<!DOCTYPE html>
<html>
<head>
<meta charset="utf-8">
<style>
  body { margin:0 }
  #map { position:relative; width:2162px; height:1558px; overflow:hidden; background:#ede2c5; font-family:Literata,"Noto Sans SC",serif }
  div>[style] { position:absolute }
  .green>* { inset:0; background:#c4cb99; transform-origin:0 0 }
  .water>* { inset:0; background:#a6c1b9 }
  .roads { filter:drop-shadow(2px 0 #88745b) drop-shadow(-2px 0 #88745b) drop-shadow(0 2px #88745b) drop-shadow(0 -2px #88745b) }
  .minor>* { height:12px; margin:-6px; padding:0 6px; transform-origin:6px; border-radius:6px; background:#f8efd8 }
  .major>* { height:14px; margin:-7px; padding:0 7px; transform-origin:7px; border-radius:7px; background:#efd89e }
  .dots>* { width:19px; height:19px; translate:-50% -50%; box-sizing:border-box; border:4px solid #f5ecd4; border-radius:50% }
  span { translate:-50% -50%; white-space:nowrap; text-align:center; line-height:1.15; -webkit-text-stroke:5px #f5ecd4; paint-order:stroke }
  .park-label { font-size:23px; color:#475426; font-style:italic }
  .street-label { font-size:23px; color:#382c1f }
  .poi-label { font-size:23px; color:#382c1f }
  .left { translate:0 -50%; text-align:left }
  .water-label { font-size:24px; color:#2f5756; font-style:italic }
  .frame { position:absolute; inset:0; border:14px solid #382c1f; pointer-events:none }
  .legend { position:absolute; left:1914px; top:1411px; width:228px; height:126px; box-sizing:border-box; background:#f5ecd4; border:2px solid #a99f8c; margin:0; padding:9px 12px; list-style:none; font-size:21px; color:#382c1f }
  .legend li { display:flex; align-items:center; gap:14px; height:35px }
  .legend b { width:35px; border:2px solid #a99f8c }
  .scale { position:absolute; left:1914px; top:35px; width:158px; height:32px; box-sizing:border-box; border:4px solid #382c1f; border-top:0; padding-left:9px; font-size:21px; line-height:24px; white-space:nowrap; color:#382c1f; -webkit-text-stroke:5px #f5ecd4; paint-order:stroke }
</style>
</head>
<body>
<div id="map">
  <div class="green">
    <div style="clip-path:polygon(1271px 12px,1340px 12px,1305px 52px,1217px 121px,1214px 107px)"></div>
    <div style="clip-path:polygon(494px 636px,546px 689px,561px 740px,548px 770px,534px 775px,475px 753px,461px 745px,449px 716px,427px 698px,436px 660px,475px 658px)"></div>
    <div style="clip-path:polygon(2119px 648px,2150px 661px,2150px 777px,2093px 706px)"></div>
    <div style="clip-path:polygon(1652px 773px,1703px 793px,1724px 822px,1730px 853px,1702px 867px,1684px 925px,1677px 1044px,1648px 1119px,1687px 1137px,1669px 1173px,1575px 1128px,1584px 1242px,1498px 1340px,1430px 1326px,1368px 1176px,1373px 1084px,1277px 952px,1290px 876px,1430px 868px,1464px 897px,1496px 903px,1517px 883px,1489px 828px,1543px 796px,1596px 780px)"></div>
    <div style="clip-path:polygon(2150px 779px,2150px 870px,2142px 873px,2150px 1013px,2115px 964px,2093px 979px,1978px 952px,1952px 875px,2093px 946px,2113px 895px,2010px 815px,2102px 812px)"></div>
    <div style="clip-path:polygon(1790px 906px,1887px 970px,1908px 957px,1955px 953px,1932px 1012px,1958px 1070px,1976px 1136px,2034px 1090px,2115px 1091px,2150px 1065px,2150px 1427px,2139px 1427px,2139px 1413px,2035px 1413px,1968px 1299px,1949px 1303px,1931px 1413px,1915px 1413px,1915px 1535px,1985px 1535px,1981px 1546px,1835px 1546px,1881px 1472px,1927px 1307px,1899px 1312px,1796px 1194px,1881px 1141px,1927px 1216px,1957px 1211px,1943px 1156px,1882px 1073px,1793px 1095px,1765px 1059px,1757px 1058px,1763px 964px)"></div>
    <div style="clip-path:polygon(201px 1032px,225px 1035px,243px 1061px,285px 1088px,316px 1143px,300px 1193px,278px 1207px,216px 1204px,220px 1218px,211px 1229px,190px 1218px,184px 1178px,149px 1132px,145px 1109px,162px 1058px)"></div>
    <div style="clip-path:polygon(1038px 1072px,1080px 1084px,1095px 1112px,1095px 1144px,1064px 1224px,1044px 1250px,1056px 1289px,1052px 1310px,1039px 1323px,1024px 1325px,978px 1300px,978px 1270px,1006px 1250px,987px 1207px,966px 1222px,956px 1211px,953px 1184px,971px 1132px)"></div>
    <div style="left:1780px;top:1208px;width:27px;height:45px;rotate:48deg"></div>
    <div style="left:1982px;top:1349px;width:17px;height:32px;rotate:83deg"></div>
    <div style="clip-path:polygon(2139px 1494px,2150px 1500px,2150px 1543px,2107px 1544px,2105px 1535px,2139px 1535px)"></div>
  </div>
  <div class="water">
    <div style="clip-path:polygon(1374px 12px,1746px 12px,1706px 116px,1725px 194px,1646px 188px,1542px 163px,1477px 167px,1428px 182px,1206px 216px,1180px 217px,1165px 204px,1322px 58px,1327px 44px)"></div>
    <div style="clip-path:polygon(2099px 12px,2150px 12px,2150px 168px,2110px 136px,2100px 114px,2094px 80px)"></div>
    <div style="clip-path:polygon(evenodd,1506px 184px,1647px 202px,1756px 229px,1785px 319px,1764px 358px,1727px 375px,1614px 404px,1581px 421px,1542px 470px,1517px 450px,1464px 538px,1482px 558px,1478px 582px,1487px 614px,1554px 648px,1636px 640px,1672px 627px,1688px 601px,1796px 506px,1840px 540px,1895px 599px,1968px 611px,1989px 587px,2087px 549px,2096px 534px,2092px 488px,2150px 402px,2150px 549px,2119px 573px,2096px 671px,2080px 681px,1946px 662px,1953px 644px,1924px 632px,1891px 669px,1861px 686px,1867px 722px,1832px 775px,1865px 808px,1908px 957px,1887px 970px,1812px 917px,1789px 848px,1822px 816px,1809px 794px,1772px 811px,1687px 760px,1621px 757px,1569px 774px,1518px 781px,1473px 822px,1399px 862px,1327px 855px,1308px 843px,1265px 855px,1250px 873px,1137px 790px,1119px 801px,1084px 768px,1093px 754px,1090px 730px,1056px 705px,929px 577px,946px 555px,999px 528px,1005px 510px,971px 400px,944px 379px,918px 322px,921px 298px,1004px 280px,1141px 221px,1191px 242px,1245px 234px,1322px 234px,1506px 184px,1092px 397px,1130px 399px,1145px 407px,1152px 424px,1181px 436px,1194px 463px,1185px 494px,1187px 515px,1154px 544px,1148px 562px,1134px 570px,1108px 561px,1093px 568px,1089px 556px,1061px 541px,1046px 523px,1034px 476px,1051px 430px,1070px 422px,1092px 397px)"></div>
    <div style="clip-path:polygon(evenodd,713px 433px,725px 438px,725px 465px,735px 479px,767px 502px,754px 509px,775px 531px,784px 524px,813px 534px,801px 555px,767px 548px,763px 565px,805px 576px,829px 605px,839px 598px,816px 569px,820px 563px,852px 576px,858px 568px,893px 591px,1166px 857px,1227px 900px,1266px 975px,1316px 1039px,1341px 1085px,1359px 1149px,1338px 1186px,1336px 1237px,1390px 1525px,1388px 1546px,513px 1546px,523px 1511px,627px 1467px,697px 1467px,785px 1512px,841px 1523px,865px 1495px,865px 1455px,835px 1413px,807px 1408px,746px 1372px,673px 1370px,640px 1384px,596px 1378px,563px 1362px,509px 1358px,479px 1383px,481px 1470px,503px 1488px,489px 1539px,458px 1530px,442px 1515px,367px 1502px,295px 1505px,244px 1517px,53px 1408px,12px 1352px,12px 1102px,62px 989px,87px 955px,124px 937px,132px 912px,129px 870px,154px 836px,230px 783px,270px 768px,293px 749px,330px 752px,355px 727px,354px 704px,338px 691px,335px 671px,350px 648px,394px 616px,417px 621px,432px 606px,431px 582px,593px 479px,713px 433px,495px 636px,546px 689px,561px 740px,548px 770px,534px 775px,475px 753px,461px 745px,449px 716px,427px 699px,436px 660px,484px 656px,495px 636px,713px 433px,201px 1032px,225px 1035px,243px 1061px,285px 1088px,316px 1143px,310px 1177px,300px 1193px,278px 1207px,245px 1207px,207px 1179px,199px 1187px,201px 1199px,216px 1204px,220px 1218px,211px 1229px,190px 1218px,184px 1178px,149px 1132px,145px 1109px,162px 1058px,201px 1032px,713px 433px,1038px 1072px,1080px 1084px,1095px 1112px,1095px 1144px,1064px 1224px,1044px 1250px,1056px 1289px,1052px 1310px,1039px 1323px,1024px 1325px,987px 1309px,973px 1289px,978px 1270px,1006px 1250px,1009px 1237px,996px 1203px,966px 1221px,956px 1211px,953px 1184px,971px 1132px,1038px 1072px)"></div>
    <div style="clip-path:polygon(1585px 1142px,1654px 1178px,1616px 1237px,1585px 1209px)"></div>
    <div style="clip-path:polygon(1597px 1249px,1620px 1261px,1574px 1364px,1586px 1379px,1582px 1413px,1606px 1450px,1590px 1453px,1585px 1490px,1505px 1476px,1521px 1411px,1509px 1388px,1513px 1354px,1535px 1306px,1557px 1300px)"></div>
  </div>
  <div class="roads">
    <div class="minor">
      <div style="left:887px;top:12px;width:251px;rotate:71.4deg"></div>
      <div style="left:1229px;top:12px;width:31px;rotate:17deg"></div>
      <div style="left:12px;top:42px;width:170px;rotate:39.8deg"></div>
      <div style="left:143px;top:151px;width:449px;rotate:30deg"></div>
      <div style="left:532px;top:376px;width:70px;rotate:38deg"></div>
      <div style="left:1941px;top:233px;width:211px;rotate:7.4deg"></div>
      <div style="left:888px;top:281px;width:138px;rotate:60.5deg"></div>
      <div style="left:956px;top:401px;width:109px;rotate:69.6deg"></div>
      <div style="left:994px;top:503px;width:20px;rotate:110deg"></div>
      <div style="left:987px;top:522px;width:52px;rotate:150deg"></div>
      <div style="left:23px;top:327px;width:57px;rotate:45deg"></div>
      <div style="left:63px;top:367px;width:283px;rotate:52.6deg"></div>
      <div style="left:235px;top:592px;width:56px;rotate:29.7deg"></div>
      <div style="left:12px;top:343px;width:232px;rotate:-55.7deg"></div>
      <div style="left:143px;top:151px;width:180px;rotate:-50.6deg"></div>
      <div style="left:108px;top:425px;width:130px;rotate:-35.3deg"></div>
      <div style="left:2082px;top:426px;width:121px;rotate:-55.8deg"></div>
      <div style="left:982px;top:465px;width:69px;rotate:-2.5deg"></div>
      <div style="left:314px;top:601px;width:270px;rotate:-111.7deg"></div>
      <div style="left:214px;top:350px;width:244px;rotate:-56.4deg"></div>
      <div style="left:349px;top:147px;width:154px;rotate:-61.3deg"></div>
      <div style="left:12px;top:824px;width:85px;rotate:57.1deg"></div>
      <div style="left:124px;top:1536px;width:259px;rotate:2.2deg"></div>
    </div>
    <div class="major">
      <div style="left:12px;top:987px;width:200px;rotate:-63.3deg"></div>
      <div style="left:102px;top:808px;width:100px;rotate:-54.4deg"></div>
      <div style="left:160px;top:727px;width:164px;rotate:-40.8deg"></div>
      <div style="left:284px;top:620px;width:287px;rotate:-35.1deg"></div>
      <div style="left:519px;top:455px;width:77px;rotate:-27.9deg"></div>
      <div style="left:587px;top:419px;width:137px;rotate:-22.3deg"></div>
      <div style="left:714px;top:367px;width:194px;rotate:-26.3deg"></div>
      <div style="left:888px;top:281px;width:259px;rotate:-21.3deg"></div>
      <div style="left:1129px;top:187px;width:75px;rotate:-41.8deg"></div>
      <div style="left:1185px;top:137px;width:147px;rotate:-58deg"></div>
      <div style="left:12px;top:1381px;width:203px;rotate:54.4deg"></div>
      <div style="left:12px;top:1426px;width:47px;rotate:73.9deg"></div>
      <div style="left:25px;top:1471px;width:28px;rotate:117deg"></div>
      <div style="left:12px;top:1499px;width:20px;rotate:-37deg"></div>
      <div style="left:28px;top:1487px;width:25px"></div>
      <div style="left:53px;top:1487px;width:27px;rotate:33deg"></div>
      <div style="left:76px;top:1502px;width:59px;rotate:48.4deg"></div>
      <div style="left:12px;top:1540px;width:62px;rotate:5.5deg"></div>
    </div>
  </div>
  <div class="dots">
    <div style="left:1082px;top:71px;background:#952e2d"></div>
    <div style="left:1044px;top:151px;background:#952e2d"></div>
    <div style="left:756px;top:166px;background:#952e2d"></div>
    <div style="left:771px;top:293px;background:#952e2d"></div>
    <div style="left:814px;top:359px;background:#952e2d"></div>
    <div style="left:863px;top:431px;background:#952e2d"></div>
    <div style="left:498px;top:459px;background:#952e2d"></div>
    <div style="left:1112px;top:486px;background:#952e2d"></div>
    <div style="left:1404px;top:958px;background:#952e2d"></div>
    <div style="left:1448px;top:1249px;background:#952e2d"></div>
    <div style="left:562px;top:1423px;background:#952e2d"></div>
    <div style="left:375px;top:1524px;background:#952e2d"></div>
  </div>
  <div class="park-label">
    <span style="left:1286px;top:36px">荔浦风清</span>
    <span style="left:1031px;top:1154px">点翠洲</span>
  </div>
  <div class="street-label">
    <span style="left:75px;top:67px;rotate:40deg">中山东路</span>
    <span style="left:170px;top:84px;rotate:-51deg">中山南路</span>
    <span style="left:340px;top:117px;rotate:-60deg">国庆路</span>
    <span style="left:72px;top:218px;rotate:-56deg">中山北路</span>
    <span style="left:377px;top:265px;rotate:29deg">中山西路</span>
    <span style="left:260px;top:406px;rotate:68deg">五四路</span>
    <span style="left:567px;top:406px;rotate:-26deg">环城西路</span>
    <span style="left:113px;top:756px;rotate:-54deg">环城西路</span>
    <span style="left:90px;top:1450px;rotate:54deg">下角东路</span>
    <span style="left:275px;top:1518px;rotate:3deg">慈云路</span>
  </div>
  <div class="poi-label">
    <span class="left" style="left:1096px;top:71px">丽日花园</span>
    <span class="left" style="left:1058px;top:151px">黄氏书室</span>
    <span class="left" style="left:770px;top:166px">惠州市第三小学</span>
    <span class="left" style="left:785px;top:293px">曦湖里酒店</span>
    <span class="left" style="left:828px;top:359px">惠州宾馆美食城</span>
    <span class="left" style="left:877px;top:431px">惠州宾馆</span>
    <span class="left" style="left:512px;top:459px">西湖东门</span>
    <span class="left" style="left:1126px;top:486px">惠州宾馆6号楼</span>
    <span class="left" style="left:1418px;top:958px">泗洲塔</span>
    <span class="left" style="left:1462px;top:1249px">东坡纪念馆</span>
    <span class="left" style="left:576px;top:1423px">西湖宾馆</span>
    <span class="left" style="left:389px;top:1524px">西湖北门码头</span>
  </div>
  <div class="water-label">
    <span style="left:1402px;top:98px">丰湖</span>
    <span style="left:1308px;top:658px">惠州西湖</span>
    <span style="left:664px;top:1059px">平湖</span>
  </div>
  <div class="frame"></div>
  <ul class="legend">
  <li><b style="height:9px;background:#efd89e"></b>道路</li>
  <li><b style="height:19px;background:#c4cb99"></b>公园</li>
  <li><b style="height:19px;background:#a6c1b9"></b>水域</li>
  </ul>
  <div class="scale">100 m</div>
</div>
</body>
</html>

--------------------

[What to produce]: Wherever a line above contains the string "roads", copy that line.

[Response to this exercise]:
  .roads { filter:drop-shadow(2px 0 #88745b) drop-shadow(-2px 0 #88745b) drop-shadow(0 2px #88745b) drop-shadow(0 -2px #88745b) }
  <div class="roads">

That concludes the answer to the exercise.